After reaping a windfall from COVID-19 diagnostic demand, Hologic’s spending spree continues with its largest acquisition yet: It’s claimed Mobidiag, the Finnish-French molecular test maker, with a $795 million deal.
Hologic saw its diagnostic sales jump 450% over the last quarter alone, built on the back of its high-throughput Panther and Panther Fusion laboratory hardware and coronavirus kits. Now, adding Mobidiag promises to bring in molecular tests for various infectious diseases used at the point of care.
Mobidiag's ability to test for multiple diseases at the same time—quickly and on demand—will beef up Hologic's diagnostics business worldwide, Jan Verstreken, Hologic's international group president, said in a statement.
The company’s automated Novodiag platform is designed to screen a sample for multiple pathogens on demand, with a scalable, tabletop PCR analyzer that provides results in about one hour.
Meanwhile, its larger Amplidiag system is aimed at mid- to high-volume screening for gastrointestinal and respiratory bugs, including hospital-acquired infections and potential resistance to antibiotics.
Taken together, Mobidiag brought in about $42 million in 2020 revenue—and Hologic said it plans to invest in developing new assays for the Novodiag product line. Hologic's U.S. commercial teams will take over Mobidiag's products, opening them up to a broader base of customers.
Overall, Mobidiag gives Hologic access to an acute-care market expected to "roughly double" in the next five years, Hologic CEO Steve MacMillan said.
The acquisition follows three large deals since the top of the year, all designed to build out Hologic’s core businesses—kicking off with back-to-back January acquisitions of German breast cancer biopsy player Somatex, for $64 million, and oncologic diagnostic developer Biotheranostics for $230 million.
In March, Hologic continued expanding its testing business with $159 million for Diagenode, the Belgian developer of more than 30 CE marked PCR tests, kits and devices. Meanwhile the Mobidiag deal, with about $714 million in cash and the remainder in net debt, is expected to close early in this year’s fourth quarter.
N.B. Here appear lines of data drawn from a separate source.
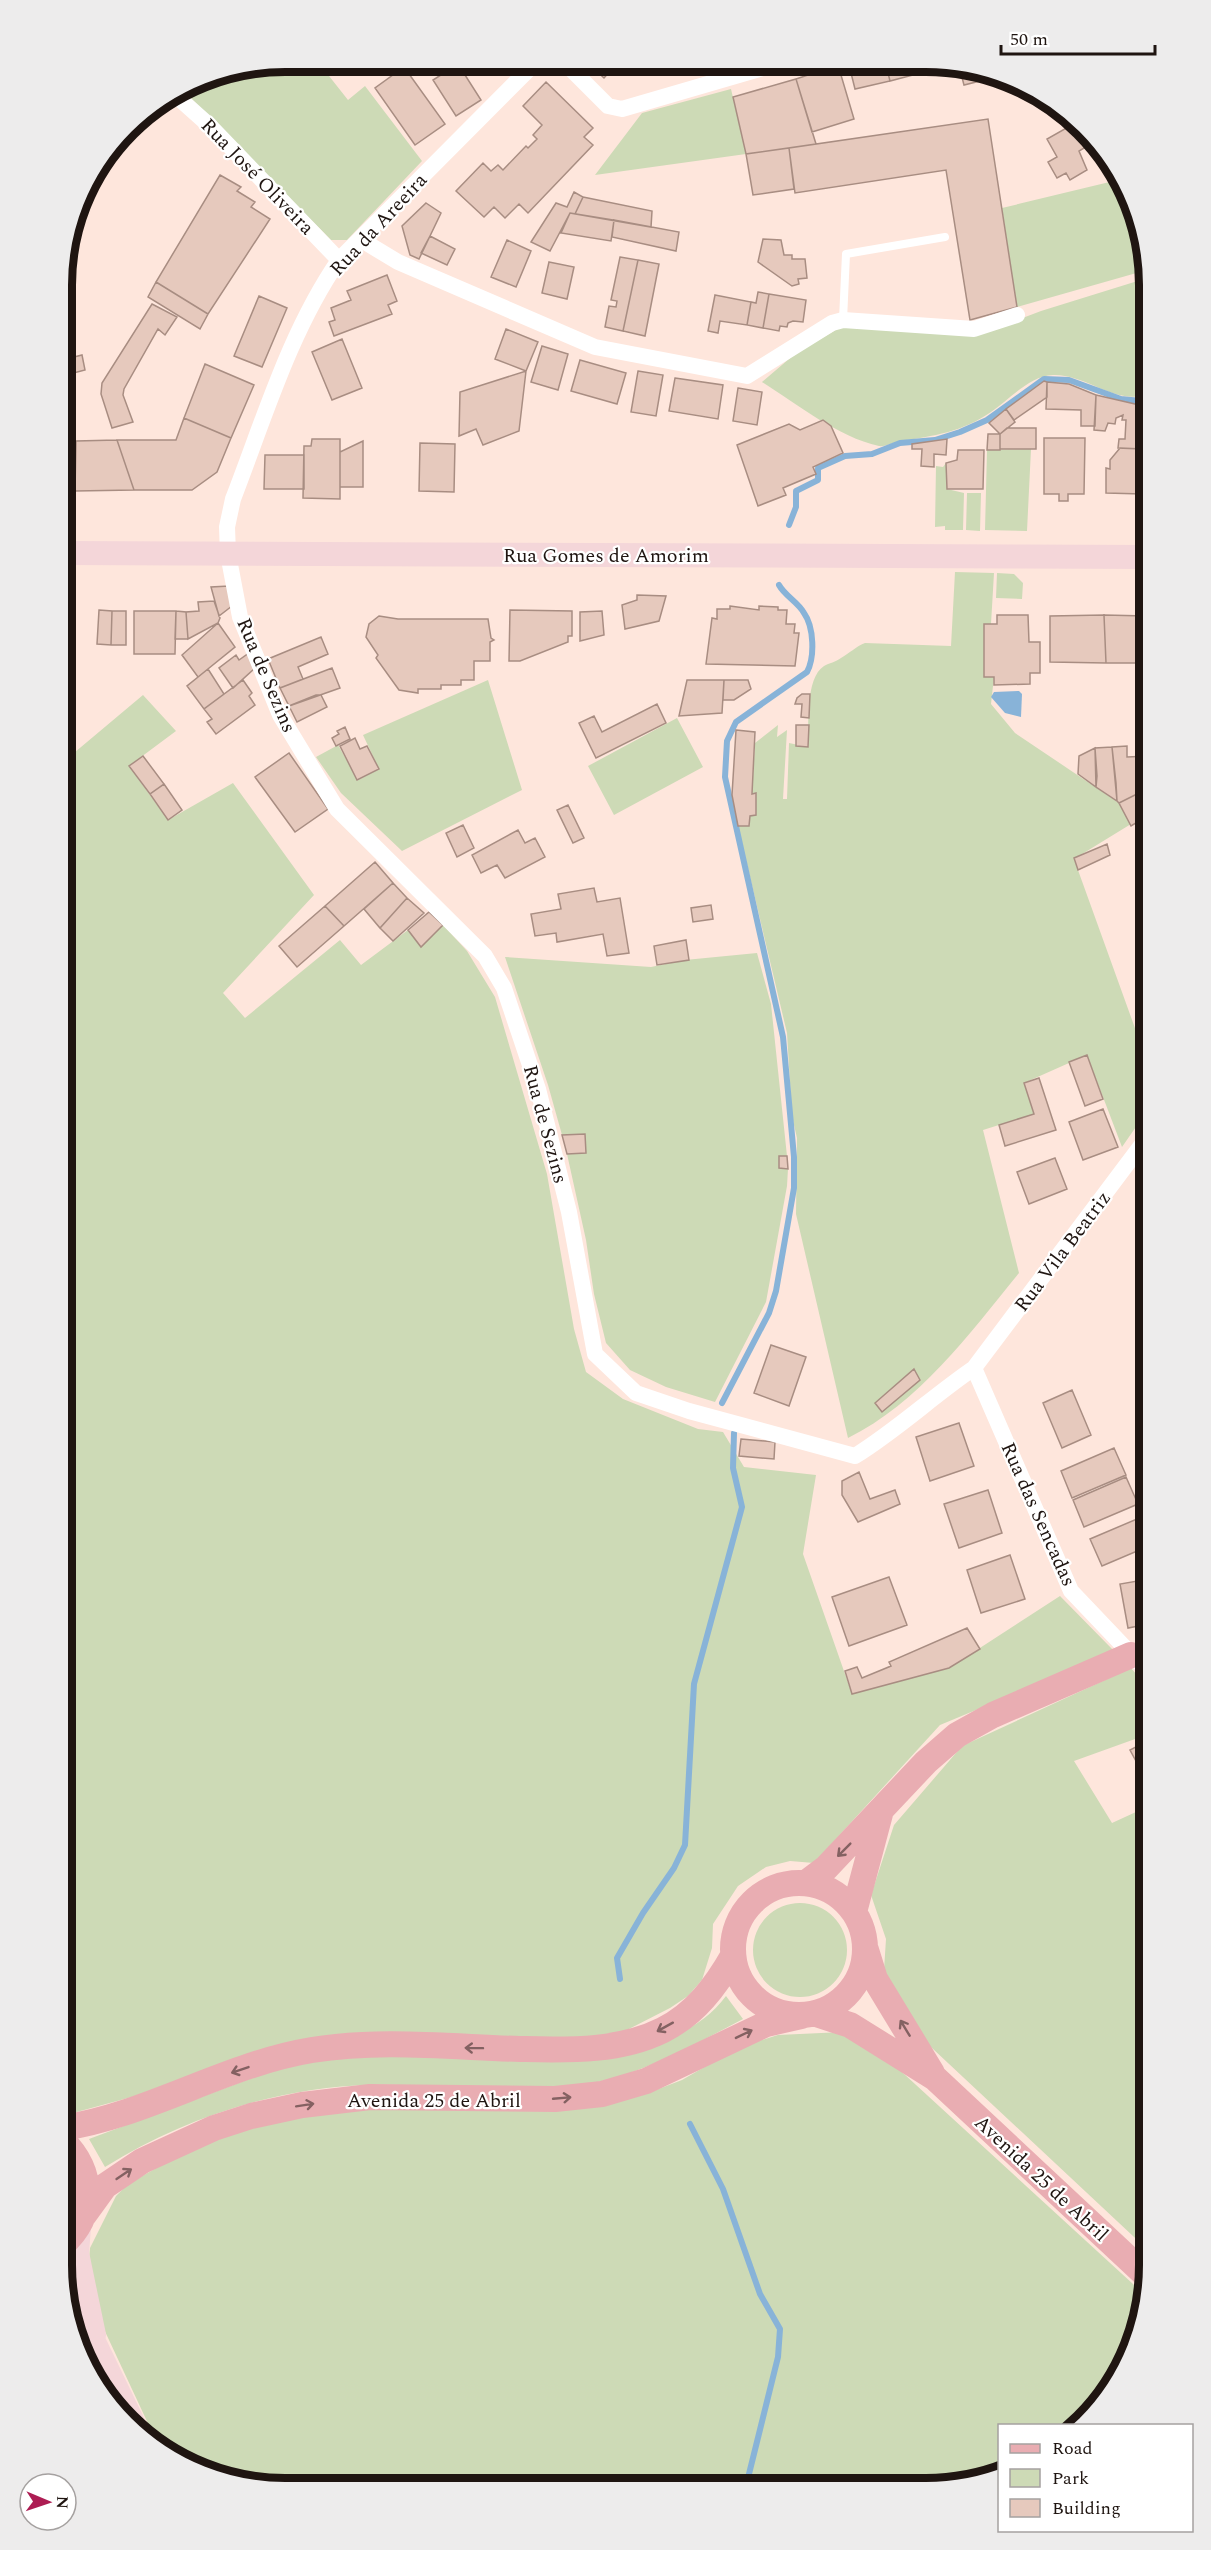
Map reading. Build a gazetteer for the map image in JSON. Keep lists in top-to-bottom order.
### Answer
{
  "streets": {
    "main road": ["Rua Gomes de Amorim", "Avenida 25 de Abril"],
    "street": [
      "Rua José Oliveira",
      "Rua da Areeira",
      "Rua de Sezins",
      "Rua Vila Beatriz",
      "Rua das Sencadas"
    ]
  },
  "crossings": [
    ["Rua José Oliveira", "Rua da Areeira"],
    ["Rua da Areeira", "Rua Gomes de Amorim"],
    ["Rua da Areeira", "Rua de Sezins"],
    ["Rua Gomes de Amorim", "Rua de Sezins"],
    ["Rua de Sezins", "Rua Vila Beatriz"],
    ["Rua de Sezins", "Rua das Sencadas"],
    ["Rua Vila Beatriz", "Rua das Sencadas"]
  ],
  "legend": ["Road", "Park", "Building"],
  "scale_bar": "50 m",
  "north": "right"
}
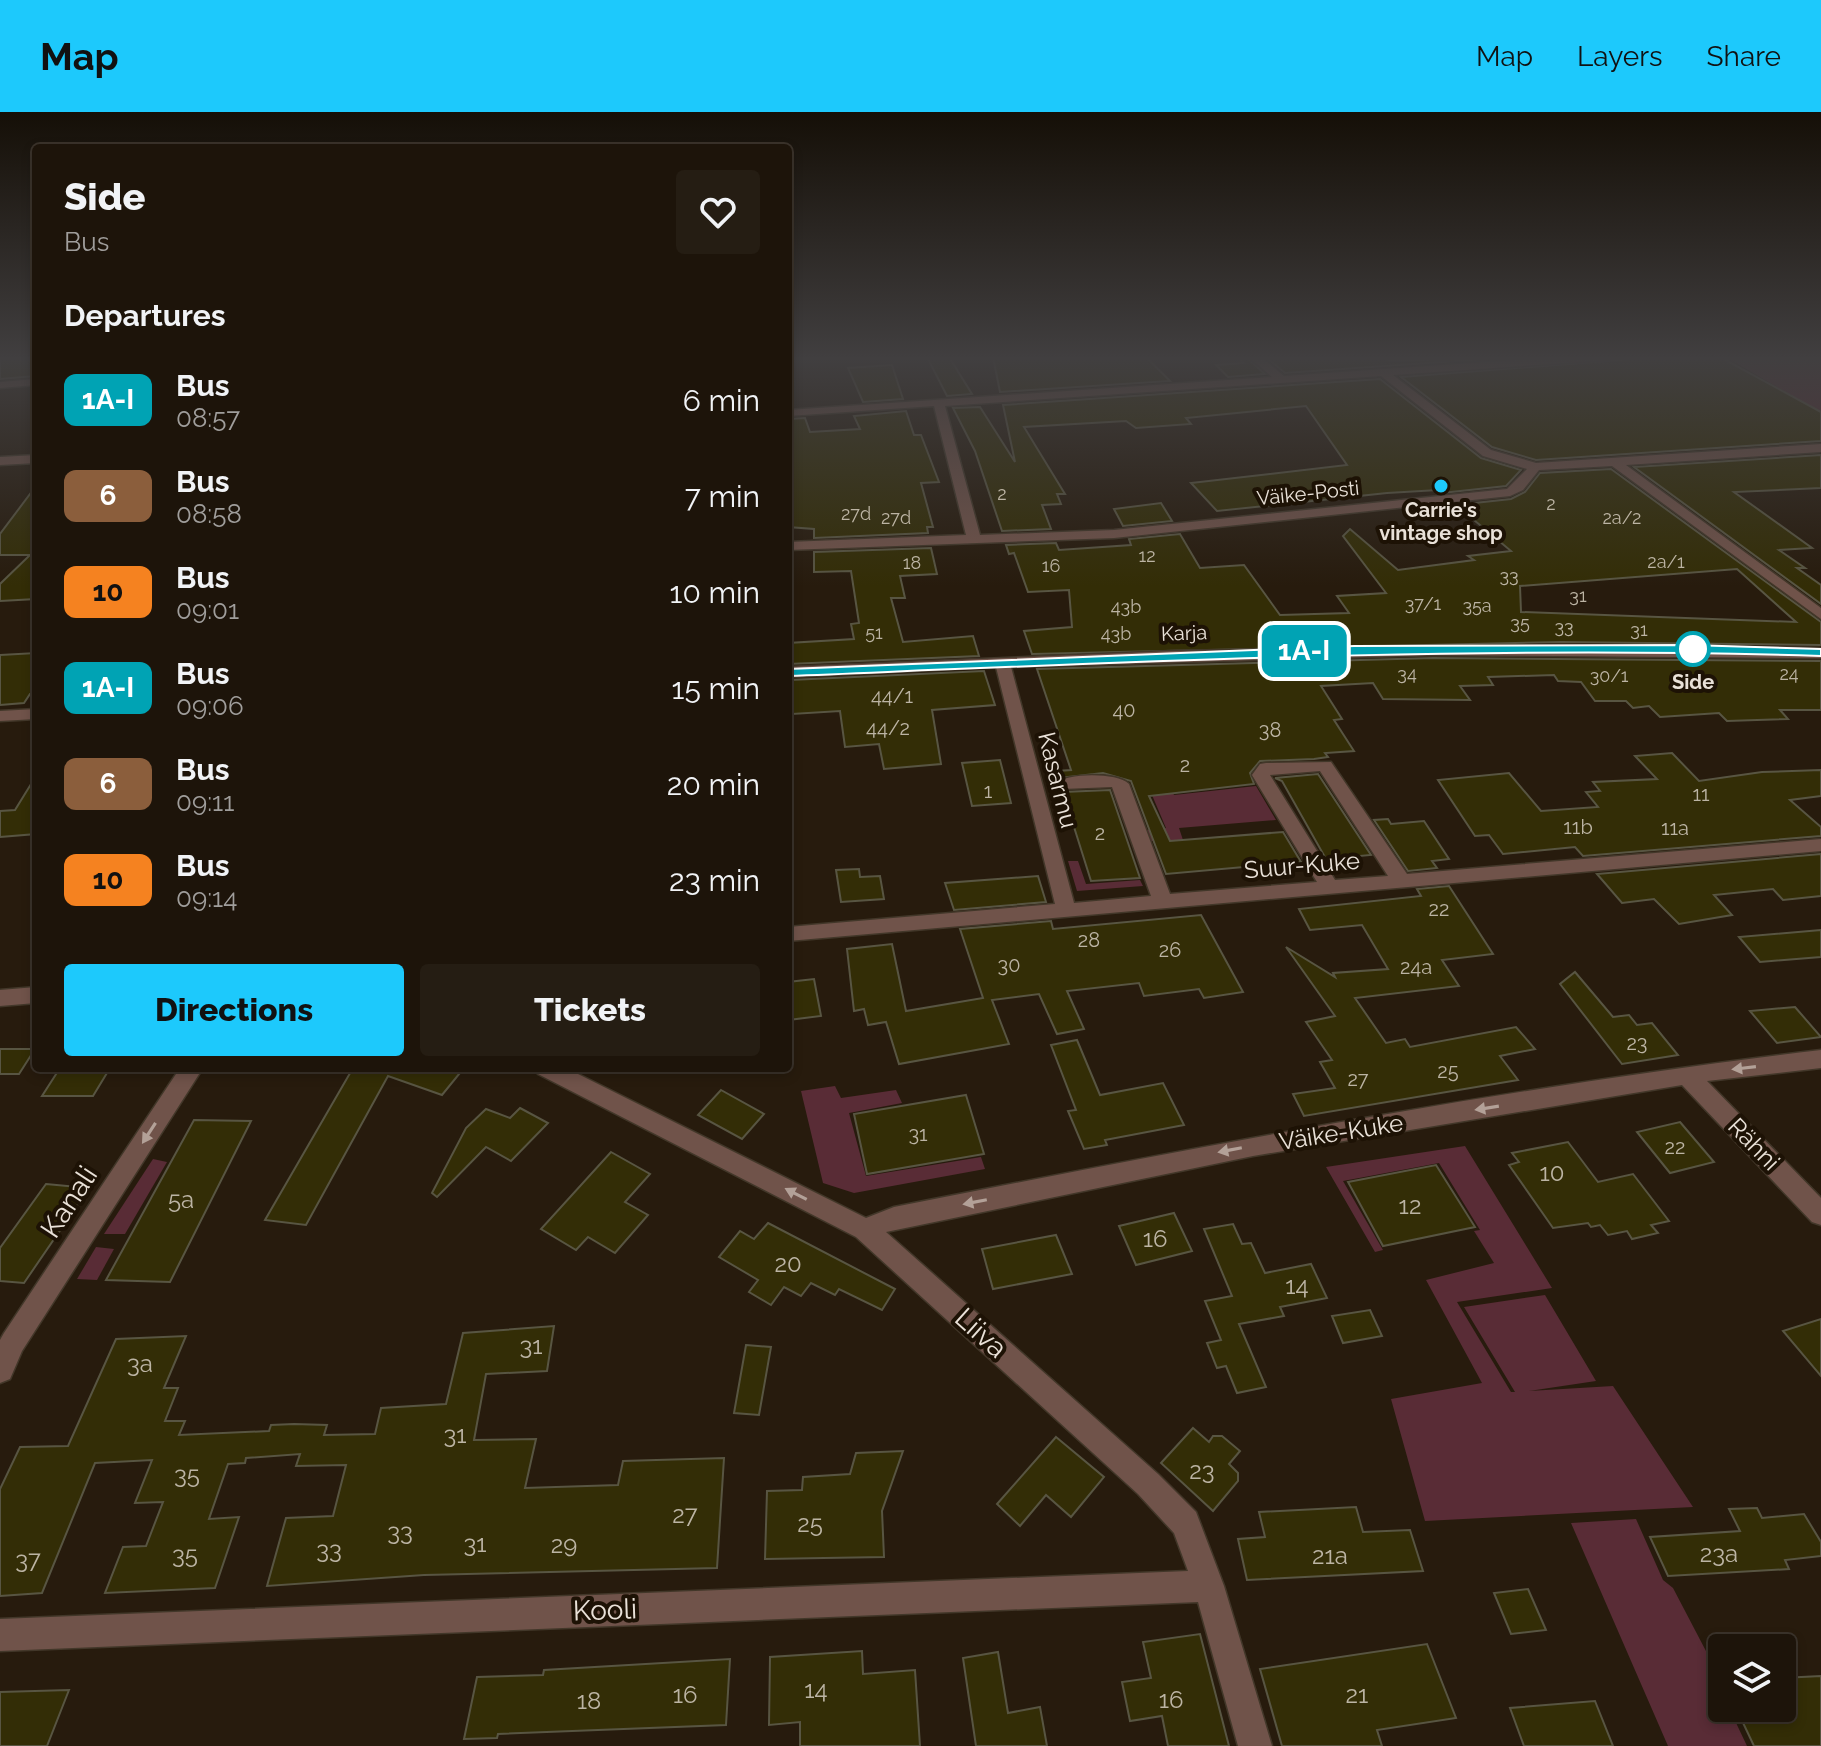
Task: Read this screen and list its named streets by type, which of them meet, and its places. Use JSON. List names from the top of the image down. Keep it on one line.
{"streets":{"street":["Väike-Posti","Karja","Kasarmu","Suur-Kuke","Väike-Kuke","Rähni","Kanali","Liiva","Kooli"]},"crossings":[["Karja","Kasarmu"],["Kasarmu","Suur-Kuke"],["Väike-Kuke","Rähni"],["Väike-Kuke","Liiva"],["Liiva","Kooli"]],"one_way":["Väike-Kuke","Kanali"],"places":["Carrie's vintage shop","Side"],"lines":["bus line 1A-I"],"house_numbers":["2","2","27d","27d","2a/2","12","2a/1","18","16","33","31","37/1","35a","43b","35","33","31","51","43b","34","24","30/1","44/1","40","44/2","38","2","1","11","11b","11a","2","22","28","26","30","24a","23","25","27","31","22","10","5a","12","16","20","14","31","3a","31","23","35","27","25","33","31","29","33","23a","35","21a","37","14","16","21","16","18"],"page":{"header":"Map","nav":["Map","Layers","Share"],"on_map":"1A-I","heading":[["Side","Bus"],"Departures"],"list":[{"mark":"1A-I","name":"Bus","note":"08:57","value":"6 min"},{"mark":"6","name":"Bus","note":"08:58","value":"7 min"},{"mark":"10","name":"Bus","note":"09:01","value":"10 min"},{"mark":"1A-I","name":"Bus","note":"09:06","value":"15 min"},{"mark":"6","name":"Bus","note":"09:11","value":"20 min"},{"mark":"10","name":"Bus","note":"09:14","value":"23 min"}],"buttons":["Directions","Tickets"]}}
It’s all part of a relatively straightforward strategy, put simply by MacMillan: “One of our key goals is to use our strong cash flow to create a larger, faster-growing company for a post-pandemic world.”
Growth will, as always, be necessary, as many expect the financial boon of COVID-19 testing to diminish as more people receive vaccines and return to daily life.
Earlier this week, ahead of the deal, analysts at Jefferies said data from the Centers for Disease Control and Prevention point toward “a precipitous decline [in testing volumes] as mandates ease,” with drops of 20% to 30% expected each quarter later this year, until the coronavirus testing market resembles something like the seasonal flu. However, they also expect Hologic to emerge in a strong position with its augmented diagnostic footprint.